An outline of the get_distance_streaming.py script is as follows:

import MDAnalysis as mda
from MDAnalysis.analysis.distances import self_distance_array
import numpy as np
from imdclient.IMD import IMDReader
import sys

port = int(sys.argv[1])
u = mda.Universe('bstate.gro', f"imd://localhost:{port}")
ag = u.select_atoms('not water')

dist = []
for ts in u.trajectory:
    dist.append(self_distance_array(ag)[0])
np.savetxt("dist.dat", np.array(dist))

As a client, IMDClient expects that the port is already open and listening for connections. In this current form, the script will likely fail as the port is not open when the script is executed.
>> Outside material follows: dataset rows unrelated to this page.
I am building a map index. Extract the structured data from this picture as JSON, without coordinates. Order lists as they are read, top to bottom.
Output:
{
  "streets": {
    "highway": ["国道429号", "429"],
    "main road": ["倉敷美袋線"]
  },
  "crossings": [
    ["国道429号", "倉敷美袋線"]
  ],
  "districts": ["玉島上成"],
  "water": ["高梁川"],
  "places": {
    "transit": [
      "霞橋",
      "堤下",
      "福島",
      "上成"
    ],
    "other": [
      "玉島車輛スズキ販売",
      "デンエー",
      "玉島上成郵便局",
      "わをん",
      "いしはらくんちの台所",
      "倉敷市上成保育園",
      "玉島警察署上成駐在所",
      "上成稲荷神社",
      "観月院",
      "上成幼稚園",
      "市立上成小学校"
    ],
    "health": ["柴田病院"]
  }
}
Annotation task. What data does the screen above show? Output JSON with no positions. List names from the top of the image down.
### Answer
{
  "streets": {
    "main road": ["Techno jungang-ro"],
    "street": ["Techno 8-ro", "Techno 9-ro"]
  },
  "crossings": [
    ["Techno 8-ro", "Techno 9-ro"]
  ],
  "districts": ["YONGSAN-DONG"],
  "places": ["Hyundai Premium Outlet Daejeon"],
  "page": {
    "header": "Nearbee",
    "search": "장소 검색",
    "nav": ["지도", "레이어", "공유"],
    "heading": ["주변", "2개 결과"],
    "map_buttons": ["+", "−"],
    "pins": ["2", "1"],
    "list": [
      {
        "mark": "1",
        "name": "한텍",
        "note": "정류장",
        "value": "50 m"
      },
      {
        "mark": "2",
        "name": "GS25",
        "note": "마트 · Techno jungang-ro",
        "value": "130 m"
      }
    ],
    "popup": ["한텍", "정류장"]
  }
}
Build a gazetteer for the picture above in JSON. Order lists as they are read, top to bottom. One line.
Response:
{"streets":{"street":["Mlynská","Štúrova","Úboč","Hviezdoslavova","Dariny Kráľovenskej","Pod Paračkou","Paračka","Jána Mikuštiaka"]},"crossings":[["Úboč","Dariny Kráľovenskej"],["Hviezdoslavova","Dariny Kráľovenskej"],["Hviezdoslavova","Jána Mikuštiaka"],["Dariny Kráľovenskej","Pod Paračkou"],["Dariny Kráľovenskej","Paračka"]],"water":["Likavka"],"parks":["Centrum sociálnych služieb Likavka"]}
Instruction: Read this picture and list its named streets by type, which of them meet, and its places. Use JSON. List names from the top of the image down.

Therefore, a small modification to the get_distance_streaming.py script is needed to ensure that the port is open before the IMD client attempts to connect. This is shown below:

import socket
import time
import sys

port_open = False
timeout=0.2
port=int(sys.argv[1])
host="localhost"
sock = socket.socket(socket.AF_INET,socket.SOCK_STREAM)
while not port_open:
    try:
        sock.connect((host, port))
    except ConnectionRefusedError:
        time.sleep(timeout)
    else:
        print(f"Port {port} on {host} is now open!")
        port_open = True

This simple code snippet attempts to connect to the specified port every 0.2 seconds until it succeeds, indicating that the port is open and ready for connections. Once the connection is established, the script proceeds to run the IMD client and process the trajectory data.

Issues with this approach and next steps

As mentioned above, this current setup does not smartly assign ports to segments, which could lead to the weighted ensemble simulation crashing if other processes are using the same ports. To address this, a more robust port assignment strategy is needed. The initial idea was to use WESTPA to assign ports to segments. After some investigation, this is not as straightforward as it seems, as (as far as I am aware) python does not have a robust way to get all the open ports on a system. In addition, there is no way to guarantee that the port will remain open in the time between WESTPA assigning the port and the molecular dynamics simulation connecting to it.

After discussion with my mentors, Oliver Beckstein, Jeremy Leung and Lawson Woods, we decided that the best approach would be one where the molecular dynamics simulation first connects to the port, and then communicates the port back to WESTPA/the analysis script. This would ensure that the analysis script and the molecular dynamics simulation are always using the same port, and that the port is open. In its current form, it is not possible to communicate information back to WESTPA when the segments are running, so we cannot use WESTPA to communicate the port to the analysis script. Therefore, it was suggested to use a python script to run both the molecular dynamics simulation and the analysis. This script would first start the molecular dynamics simulation, check which port the molecular dynamics simulation is using, and finally run the analysis script. Wrappers for GROMACS (such as GromacsWrapper) can be used to launch the GROMACS simulation and retrieve the port number from the output.

I have also attempted to integrate this workflow further into WESTPA, by modifying executable.py in WESTPA propagators. The aim would be to use the WESTPA work manager to launch analysis processes alongside the simulation processes. I will discuss this in more detail in my next post.